→ Given data

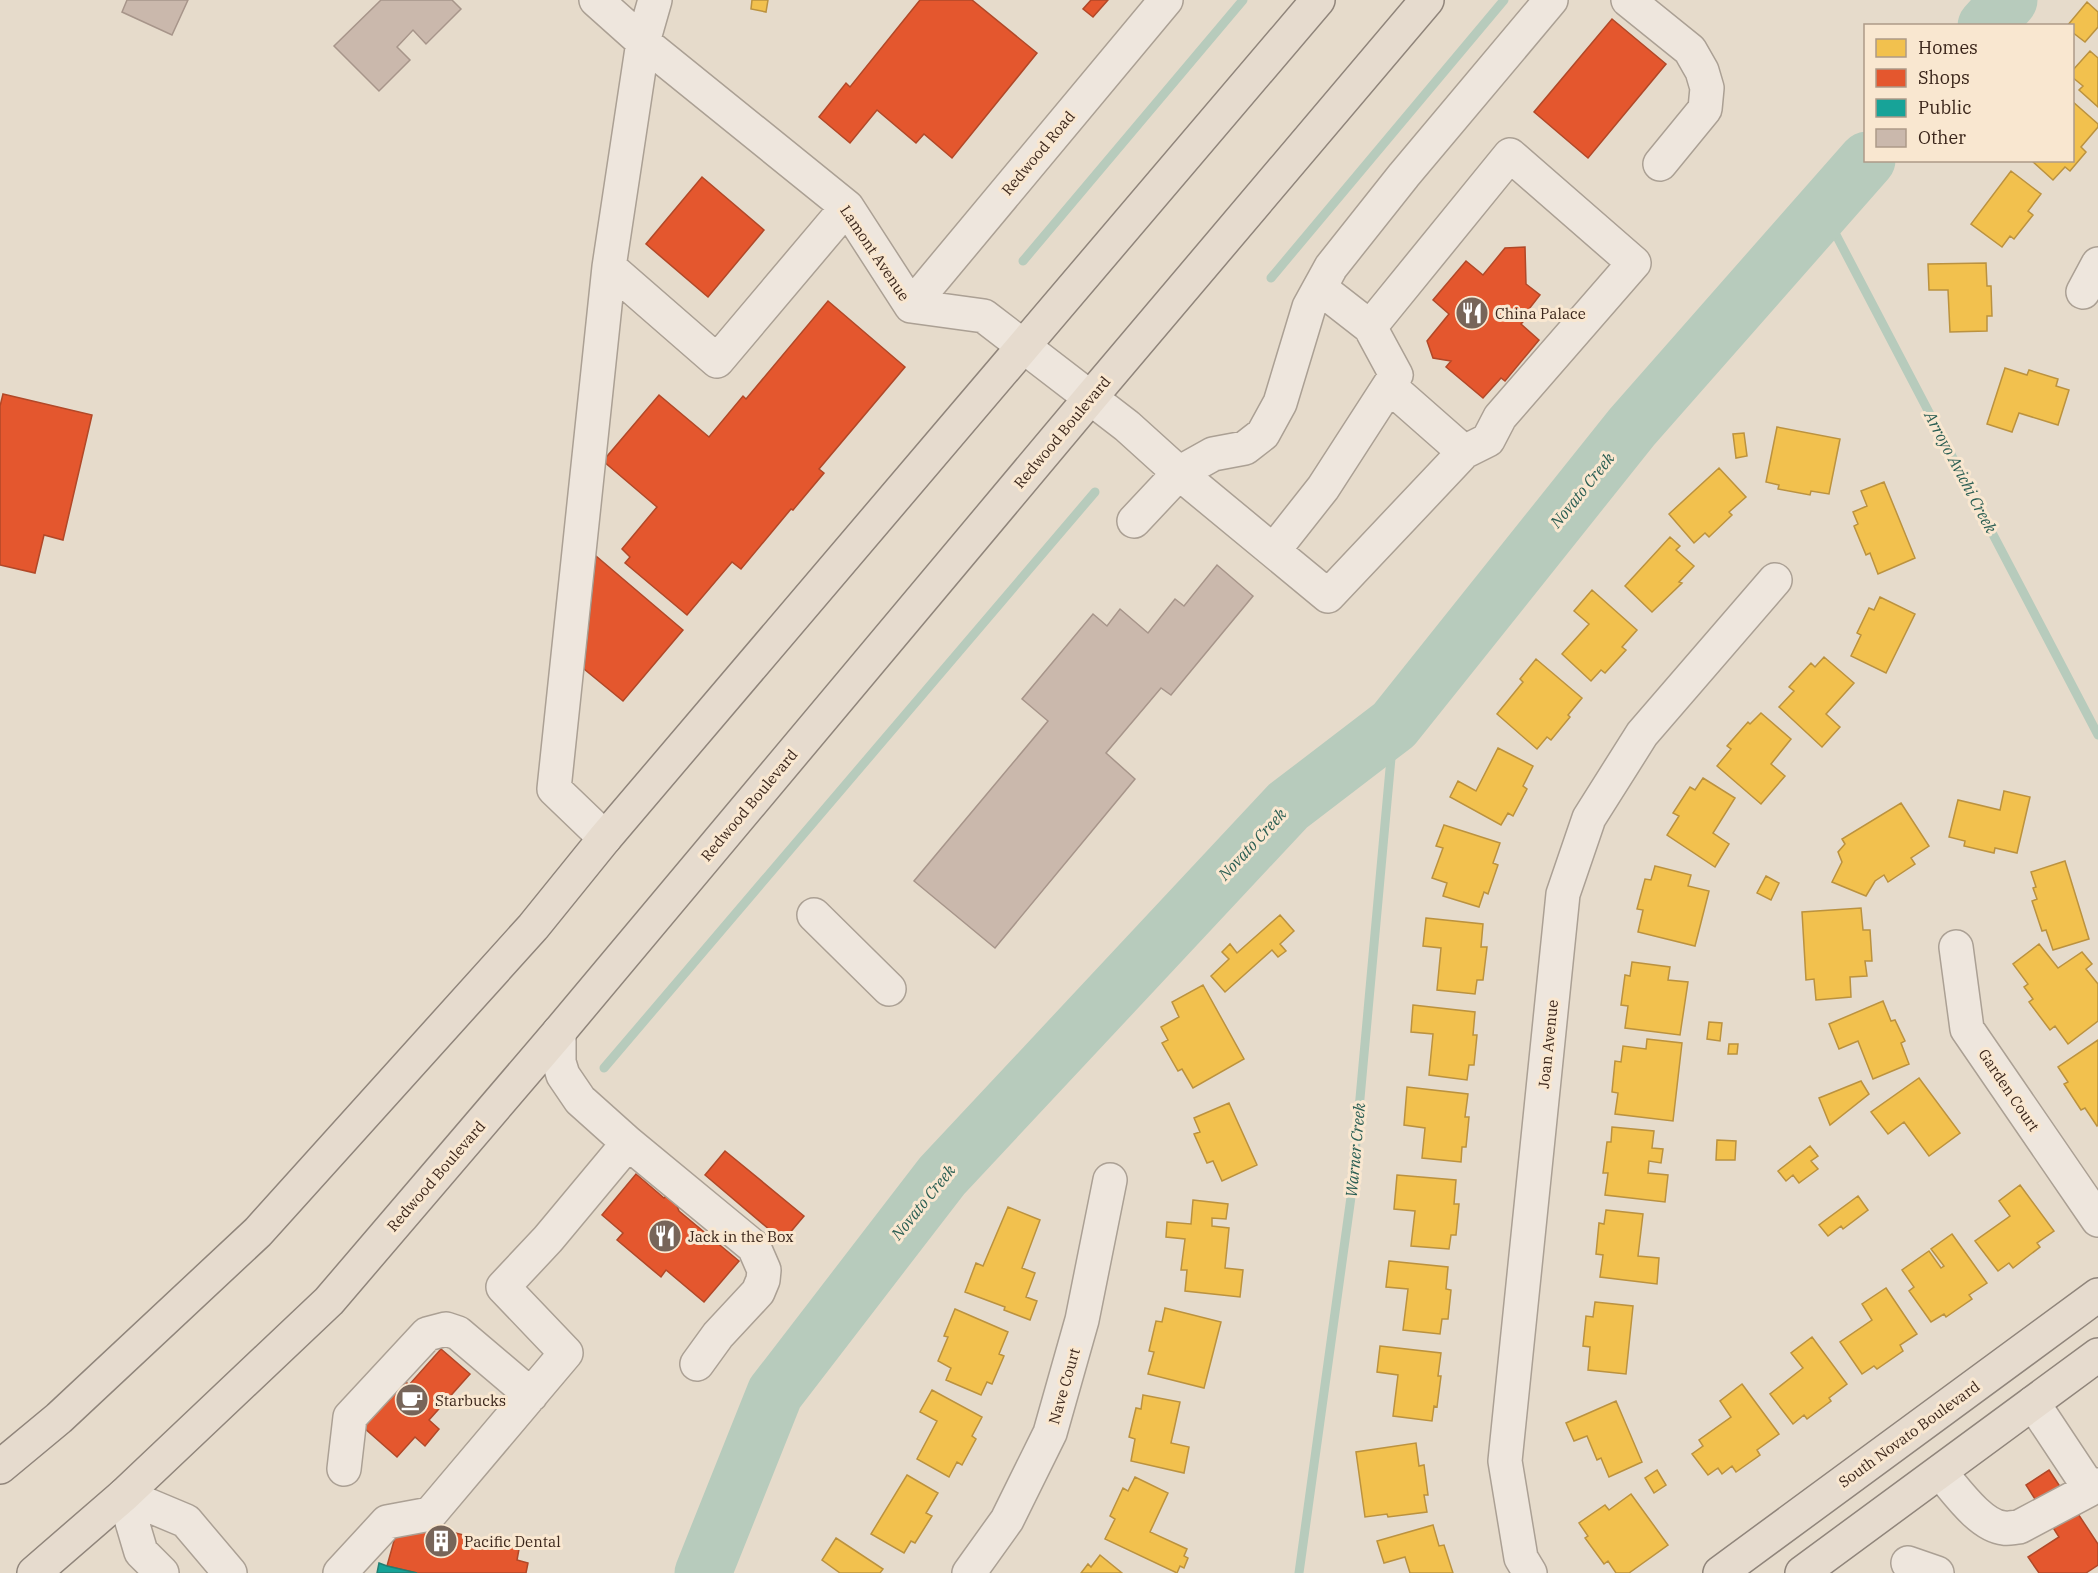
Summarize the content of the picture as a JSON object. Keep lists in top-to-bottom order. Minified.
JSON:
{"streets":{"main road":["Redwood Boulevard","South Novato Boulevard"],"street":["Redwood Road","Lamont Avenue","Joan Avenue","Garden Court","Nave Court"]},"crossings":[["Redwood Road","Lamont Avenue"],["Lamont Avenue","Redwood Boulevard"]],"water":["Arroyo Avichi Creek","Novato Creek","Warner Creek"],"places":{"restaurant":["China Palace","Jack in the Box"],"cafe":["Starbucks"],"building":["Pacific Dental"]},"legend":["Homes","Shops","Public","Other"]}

→ Problem to solve
Word for word, restate every line of the listing, omitting the pictures.

→ Solution for this task
Summarize the content of the picture as a JSON object. Keep lists in top-to-bottom order. Minified.
JSON:
{"streets":{"main road":["Redwood Boulevard","South Novato Boulevard"],"street":["Redwood Road","Lamont Avenue","Joan Avenue","Garden Court","Nave Court"]},"crossings":[["Redwood Road","Lamont Avenue"],["Lamont Avenue","Redwood Boulevard"]],"water":["Arroyo Avichi Creek","Novato Creek","Warner Creek"],"places":{"restaurant":["China Palace","Jack in the Box"],"cafe":["Starbucks"],"building":["Pacific Dental"]},"legend":["Homes","Shops","Public","Other"]}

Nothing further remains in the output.